BRIEF =
Please print the full listing exactly.

DATA FOR THIS TASK =
· · · · ·
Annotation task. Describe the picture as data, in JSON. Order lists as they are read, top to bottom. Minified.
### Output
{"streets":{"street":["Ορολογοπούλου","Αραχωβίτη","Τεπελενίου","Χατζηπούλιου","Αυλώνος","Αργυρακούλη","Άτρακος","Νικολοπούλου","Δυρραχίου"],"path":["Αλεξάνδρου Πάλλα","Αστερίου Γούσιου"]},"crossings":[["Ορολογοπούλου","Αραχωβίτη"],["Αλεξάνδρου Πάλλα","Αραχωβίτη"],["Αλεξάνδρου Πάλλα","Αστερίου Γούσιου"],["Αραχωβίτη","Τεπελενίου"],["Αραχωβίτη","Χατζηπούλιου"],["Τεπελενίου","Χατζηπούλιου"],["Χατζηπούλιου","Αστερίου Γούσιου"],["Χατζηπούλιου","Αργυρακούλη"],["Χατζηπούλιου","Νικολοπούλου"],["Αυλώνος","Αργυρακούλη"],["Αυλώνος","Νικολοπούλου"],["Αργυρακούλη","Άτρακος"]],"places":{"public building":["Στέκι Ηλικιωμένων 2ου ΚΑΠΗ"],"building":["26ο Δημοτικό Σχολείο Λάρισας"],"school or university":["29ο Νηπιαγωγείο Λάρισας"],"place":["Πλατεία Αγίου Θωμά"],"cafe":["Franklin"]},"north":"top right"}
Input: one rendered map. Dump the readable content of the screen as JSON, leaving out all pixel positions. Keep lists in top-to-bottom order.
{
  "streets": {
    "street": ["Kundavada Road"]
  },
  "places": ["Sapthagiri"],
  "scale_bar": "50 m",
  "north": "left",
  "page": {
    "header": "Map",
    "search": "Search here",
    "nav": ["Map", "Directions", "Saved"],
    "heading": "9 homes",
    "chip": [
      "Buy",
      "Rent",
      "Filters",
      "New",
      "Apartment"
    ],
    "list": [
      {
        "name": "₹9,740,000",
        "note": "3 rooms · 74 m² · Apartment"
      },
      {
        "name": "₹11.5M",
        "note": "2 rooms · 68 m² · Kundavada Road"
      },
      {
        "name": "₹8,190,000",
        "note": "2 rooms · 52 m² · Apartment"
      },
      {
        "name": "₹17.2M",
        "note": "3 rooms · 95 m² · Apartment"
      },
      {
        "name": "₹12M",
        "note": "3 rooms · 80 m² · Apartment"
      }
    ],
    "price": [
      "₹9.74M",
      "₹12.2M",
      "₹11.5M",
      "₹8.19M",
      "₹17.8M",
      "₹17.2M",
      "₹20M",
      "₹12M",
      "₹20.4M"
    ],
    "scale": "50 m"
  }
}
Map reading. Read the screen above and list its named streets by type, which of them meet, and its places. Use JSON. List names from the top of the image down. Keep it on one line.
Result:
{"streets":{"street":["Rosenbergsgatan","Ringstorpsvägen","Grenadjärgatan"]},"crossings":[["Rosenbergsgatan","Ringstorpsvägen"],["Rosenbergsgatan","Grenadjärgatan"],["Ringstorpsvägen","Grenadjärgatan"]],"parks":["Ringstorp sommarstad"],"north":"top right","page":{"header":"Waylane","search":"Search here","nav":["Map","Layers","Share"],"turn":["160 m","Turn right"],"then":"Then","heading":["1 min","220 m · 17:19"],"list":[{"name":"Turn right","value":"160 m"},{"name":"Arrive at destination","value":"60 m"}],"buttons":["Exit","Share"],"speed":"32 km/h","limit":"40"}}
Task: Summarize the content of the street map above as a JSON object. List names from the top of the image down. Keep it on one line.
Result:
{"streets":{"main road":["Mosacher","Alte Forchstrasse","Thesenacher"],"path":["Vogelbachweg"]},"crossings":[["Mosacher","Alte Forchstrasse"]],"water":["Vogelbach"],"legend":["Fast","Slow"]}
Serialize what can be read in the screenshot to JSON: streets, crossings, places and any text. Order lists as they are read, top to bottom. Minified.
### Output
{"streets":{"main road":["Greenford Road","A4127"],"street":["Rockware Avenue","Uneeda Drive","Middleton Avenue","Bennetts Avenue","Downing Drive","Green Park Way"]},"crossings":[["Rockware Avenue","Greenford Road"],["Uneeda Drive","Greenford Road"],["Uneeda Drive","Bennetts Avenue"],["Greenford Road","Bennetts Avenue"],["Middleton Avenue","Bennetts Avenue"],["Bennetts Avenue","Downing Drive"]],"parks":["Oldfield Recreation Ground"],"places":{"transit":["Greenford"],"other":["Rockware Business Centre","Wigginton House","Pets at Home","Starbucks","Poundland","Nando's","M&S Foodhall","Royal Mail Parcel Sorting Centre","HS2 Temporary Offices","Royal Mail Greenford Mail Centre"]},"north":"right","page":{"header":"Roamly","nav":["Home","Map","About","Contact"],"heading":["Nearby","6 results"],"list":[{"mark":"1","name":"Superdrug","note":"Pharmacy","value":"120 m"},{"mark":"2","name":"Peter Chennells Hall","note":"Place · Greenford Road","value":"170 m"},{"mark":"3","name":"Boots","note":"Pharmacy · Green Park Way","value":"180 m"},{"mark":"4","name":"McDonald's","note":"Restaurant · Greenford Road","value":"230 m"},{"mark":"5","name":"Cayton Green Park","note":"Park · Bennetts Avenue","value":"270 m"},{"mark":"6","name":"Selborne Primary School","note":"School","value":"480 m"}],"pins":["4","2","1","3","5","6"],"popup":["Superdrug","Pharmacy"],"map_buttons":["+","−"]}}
· · · · ·
SOLUTION TO THIS EXERCISE =
Annotation task. Describe the picture as data, in JSON. Order lists as they are read, top to bottom. Minified.
### Output
{"streets":{"street":["Ορολογοπούλου","Αραχωβίτη","Τεπελενίου","Χατζηπούλιου","Αυλώνος","Αργυρακούλη","Άτρακος","Νικολοπούλου","Δυρραχίου"],"path":["Αλεξάνδρου Πάλλα","Αστερίου Γούσιου"]},"crossings":[["Ορολογοπούλου","Αραχωβίτη"],["Αλεξάνδρου Πάλλα","Αραχωβίτη"],["Αλεξάνδρου Πάλλα","Αστερίου Γούσιου"],["Αραχωβίτη","Τεπελενίου"],["Αραχωβίτη","Χατζηπούλιου"],["Τεπελενίου","Χατζηπούλιου"],["Χατζηπούλιου","Αστερίου Γούσιου"],["Χατζηπούλιου","Αργυρακούλη"],["Χατζηπούλιου","Νικολοπούλου"],["Αυλώνος","Αργυρακούλη"],["Αυλώνος","Νικολοπούλου"],["Αργυρακούλη","Άτρακος"]],"places":{"public building":["Στέκι Ηλικιωμένων 2ου ΚΑΠΗ"],"building":["26ο Δημοτικό Σχολείο Λάρισας"],"school or university":["29ο Νηπιαγωγείο Λάρισας"],"place":["Πλατεία Αγίου Θωμά"],"cafe":["Franklin"]},"north":"top right"}
Input: one rendered map. Dump the readable content of the screen as JSON, leaving out all pixel positions. Keep lists in top-to-bottom order.
{
  "streets": {
    "street": ["Kundavada Road"]
  },
  "places": ["Sapthagiri"],
  "scale_bar": "50 m",
  "north": "left",
  "page": {
    "header": "Map",
    "search": "Search here",
    "nav": ["Map", "Directions", "Saved"],
    "heading": "9 homes",
    "chip": [
      "Buy",
      "Rent",
      "Filters",
      "New",
      "Apartment"
    ],
    "list": [
      {
        "name": "₹9,740,000",
        "note": "3 rooms · 74 m² · Apartment"
      },
      {
        "name": "₹11.5M",
        "note": "2 rooms · 68 m² · Kundavada Road"
      },
      {
        "name": "₹8,190,000",
        "note": "2 rooms · 52 m² · Apartment"
      },
      {
        "name": "₹17.2M",
        "note": "3 rooms · 95 m² · Apartment"
      },
      {
        "name": "₹12M",
        "note": "3 rooms · 80 m² · Apartment"
      }
    ],
    "price": [
      "₹9.74M",
      "₹12.2M",
      "₹11.5M",
      "₹8.19M",
      "₹17.8M",
      "₹17.2M",
      "₹20M",
      "₹12M",
      "₹20.4M"
    ],
    "scale": "50 m"
  }
}
Map reading. Read the screen above and list its named streets by type, which of them meet, and its places. Use JSON. List names from the top of the image down. Keep it on one line.
Result:
{"streets":{"street":["Rosenbergsgatan","Ringstorpsvägen","Grenadjärgatan"]},"crossings":[["Rosenbergsgatan","Ringstorpsvägen"],["Rosenbergsgatan","Grenadjärgatan"],["Ringstorpsvägen","Grenadjärgatan"]],"parks":["Ringstorp sommarstad"],"north":"top right","page":{"header":"Waylane","search":"Search here","nav":["Map","Layers","Share"],"turn":["160 m","Turn right"],"then":"Then","heading":["1 min","220 m · 17:19"],"list":[{"name":"Turn right","value":"160 m"},{"name":"Arrive at destination","value":"60 m"}],"buttons":["Exit","Share"],"speed":"32 km/h","limit":"40"}}
Task: Summarize the content of the street map above as a JSON object. List names from the top of the image down. Keep it on one line.
Result:
{"streets":{"main road":["Mosacher","Alte Forchstrasse","Thesenacher"],"path":["Vogelbachweg"]},"crossings":[["Mosacher","Alte Forchstrasse"]],"water":["Vogelbach"],"legend":["Fast","Slow"]}
Serialize what can be read in the screenshot to JSON: streets, crossings, places and any text. Order lists as they are read, top to bottom. Minified.
### Output
{"streets":{"main road":["Greenford Road","A4127"],"street":["Rockware Avenue","Uneeda Drive","Middleton Avenue","Bennetts Avenue","Downing Drive","Green Park Way"]},"crossings":[["Rockware Avenue","Greenford Road"],["Uneeda Drive","Greenford Road"],["Uneeda Drive","Bennetts Avenue"],["Greenford Road","Bennetts Avenue"],["Middleton Avenue","Bennetts Avenue"],["Bennetts Avenue","Downing Drive"]],"parks":["Oldfield Recreation Ground"],"places":{"transit":["Greenford"],"other":["Rockware Business Centre","Wigginton House","Pets at Home","Starbucks","Poundland","Nando's","M&S Foodhall","Royal Mail Parcel Sorting Centre","HS2 Temporary Offices","Royal Mail Greenford Mail Centre"]},"north":"right","page":{"header":"Roamly","nav":["Home","Map","About","Contact"],"heading":["Nearby","6 results"],"list":[{"mark":"1","name":"Superdrug","note":"Pharmacy","value":"120 m"},{"mark":"2","name":"Peter Chennells Hall","note":"Place · Greenford Road","value":"170 m"},{"mark":"3","name":"Boots","note":"Pharmacy · Green Park Way","value":"180 m"},{"mark":"4","name":"McDonald's","note":"Restaurant · Greenford Road","value":"230 m"},{"mark":"5","name":"Cayton Green Park","note":"Park · Bennetts Avenue","value":"270 m"},{"mark":"6","name":"Selborne Primary School","note":"School","value":"480 m"}],"pins":["4","2","1","3","5","6"],"popup":["Superdrug","Pharmacy"],"map_buttons":["+","−"]}}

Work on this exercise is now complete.